In 2019, therefore- National Intelligence Council scientist Eric Ciaramella touched off a political storm when he secretly accused Trump of linking military support for Ukraine to a demand for an investigation into reported Trump corruption in that country.
However, four years prior, Ciaramella was a near advisor to Vice President Joe Biden when Biden threatened to stop U.S. support to Ukraine without firing its top prosecutor, Viktor Shokin, who was looking into Ukraine-based Burisma Holdings, while working as a national security researcher with then-Vice President Joe Biden’s business. At the time, the fraud- filled energy giant was paying Biden’s child Hunter millions of dollars.
In 2019, as Ciaramella accused Trump of a dishonest quid pro quo, those payments, along with other evidence linking Joe Biden to his mother’s business dealings, received little media. Neither did following data indicating that Hunter Biden’s partners had identified Shokin as a “key goal”. These issues are currently a part of the President Biden House prosecution investigation.

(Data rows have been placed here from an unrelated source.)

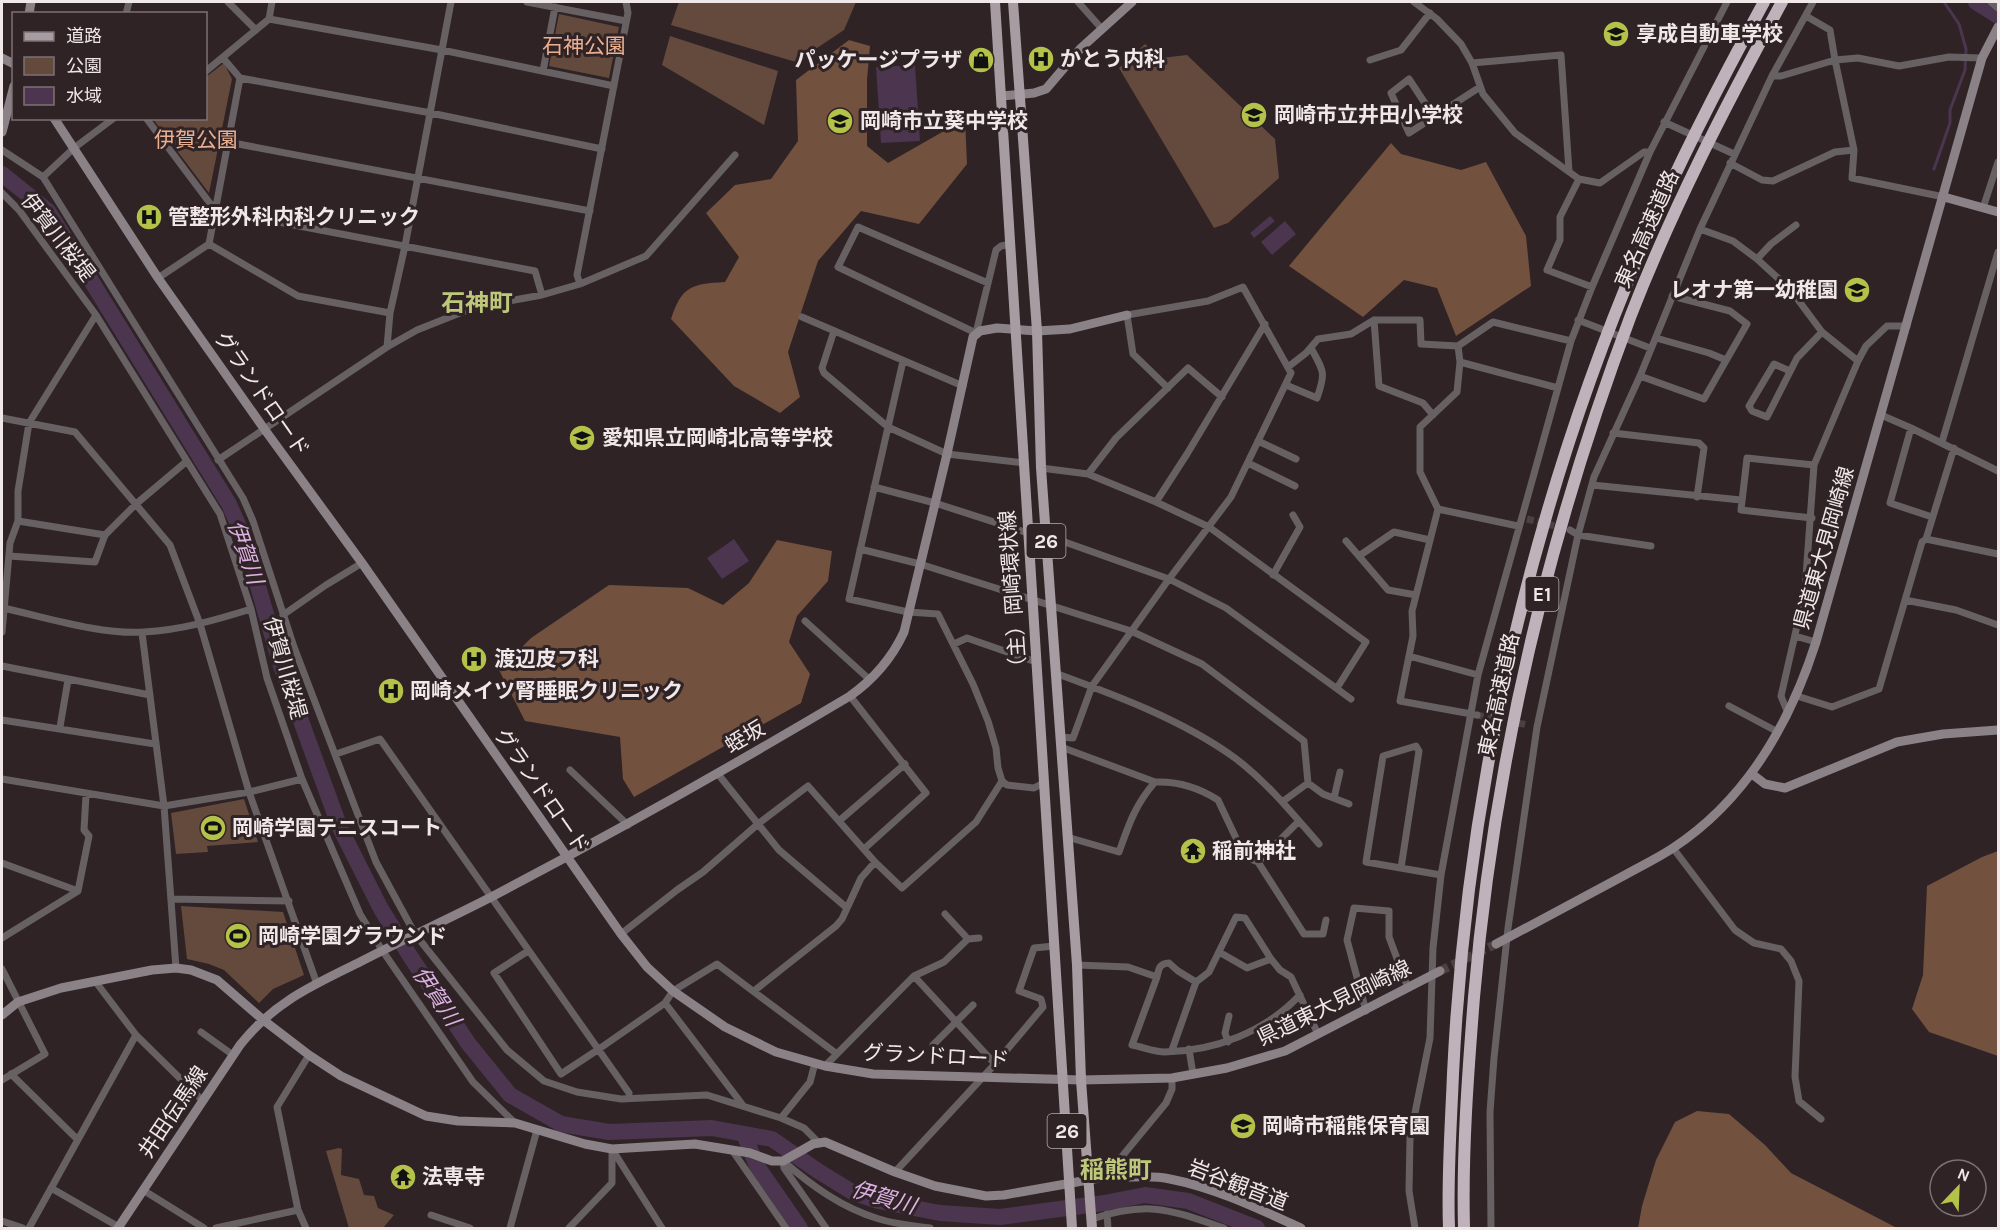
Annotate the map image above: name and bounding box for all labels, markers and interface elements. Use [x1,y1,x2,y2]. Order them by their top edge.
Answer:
legend [12,12,207,120]
school or university icon: 享成自動車学校 [1601,19,1631,49]
place label: 享成自動車学校 [1636,22,1783,46]
text: 道路 [66,25,102,47]
park label: 石神公園 [542,34,626,58]
hospital icon: かとう内科 [1026,44,1056,74]
shop icon: パッケージプラザ [966,45,996,75]
place label: かとう内科 [1060,47,1165,71]
place label: パッケージプラザ [794,48,962,72]
text: 公園 [66,55,102,77]
text: 水域 [66,85,102,107]
school or university icon: 岡崎市立井田小学校 [1239,100,1269,130]
place label: 岡崎市立井田小学校 [1274,103,1463,127]
school or university icon: 岡崎市立葵中学校 [825,106,855,136]
place label: 岡崎市立葵中学校 [860,109,1028,133]
park label: 伊賀公園 [154,128,238,152]
street label: 東名高速道路 [1610,167,1684,291]
street label: 伊賀川桜堤 [16,188,100,286]
hospital icon: 管整形外科内科クリニック [134,202,164,232]
place label: 管整形外科内科クリニック [168,205,420,229]
school or university icon: レオナ第一幼稚園 [1842,275,1872,305]
place label: レオナ第一幼稚園 [1670,278,1838,302]
district label: 石神町 [441,289,513,317]
street label: グランドロード [210,327,314,461]
school or university icon: 愛知県立岡崎北高等学校 [567,423,597,453]
place label: 愛知県立岡崎北高等学校 [602,426,833,450]
street label: 県道東大見岡崎線 [1789,464,1859,632]
street label: （主）岡崎環状線 [995,509,1031,679]
water label: 伊賀川 [222,517,269,590]
road number: 26 [1026,524,1066,558]
road number: E1 [1526,577,1558,611]
street label: 伊賀川桜堤 [259,614,311,722]
street label: 東名高速道路 [1474,631,1524,759]
hospital icon: 渡辺皮フ科 [459,644,489,674]
place label: 渡辺皮フ科 [494,647,599,671]
hospital icon: 岡崎メイツ腎睡眠クリニック [376,676,406,706]
place label: 岡崎メイツ腎睡眠クリニック [410,679,683,703]
street label: 蛭坂 [721,716,769,758]
street label: グランドロード [490,724,594,858]
sports icon: 岡崎学園テニスコート [198,813,228,843]
place label: 岡崎学園テニスコート [232,816,442,840]
temple icon: 稲前神社 [1178,836,1208,866]
place label: 稲前神社 [1212,839,1296,863]
sports icon: 岡崎学園グラウンド [223,921,253,951]
place label: 岡崎学園グラウンド [258,924,447,948]
street label: 県道東大見岡崎線 [1253,955,1415,1051]
water label: 伊賀川 [407,962,467,1033]
street label: グランドロード [862,1040,1010,1072]
street label: 井田伝馬線 [134,1062,212,1162]
school or university icon: 岡崎市稲熊保育園 [1228,1111,1258,1141]
road number: 26 [1048,1114,1086,1148]
place label: 岡崎市稲熊保育園 [1262,1114,1430,1138]
street label: 岩谷観音道 [1185,1155,1291,1215]
district label: 稲熊町 [1080,1156,1152,1184]
north arrow [1928,1158,1988,1218]
temple icon: 法専寺 [388,1162,418,1192]
text: N [1955,1164,1973,1186]
place label: 法専寺 [422,1165,485,1189]
water label: 伊賀川 [848,1176,921,1220]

” It now seems there was material facts that would have been used at the prosecution trial]to free Trump ]”, said George Washington University law professor Jonathan Turley, who has testified as an expert witness in the continuing Trump impeachment investigation. Trump claimed that the Bidens had a conflict of interest, and that the data could have refuted Biden’s claim and established his father’s involvement in the Shokin firing.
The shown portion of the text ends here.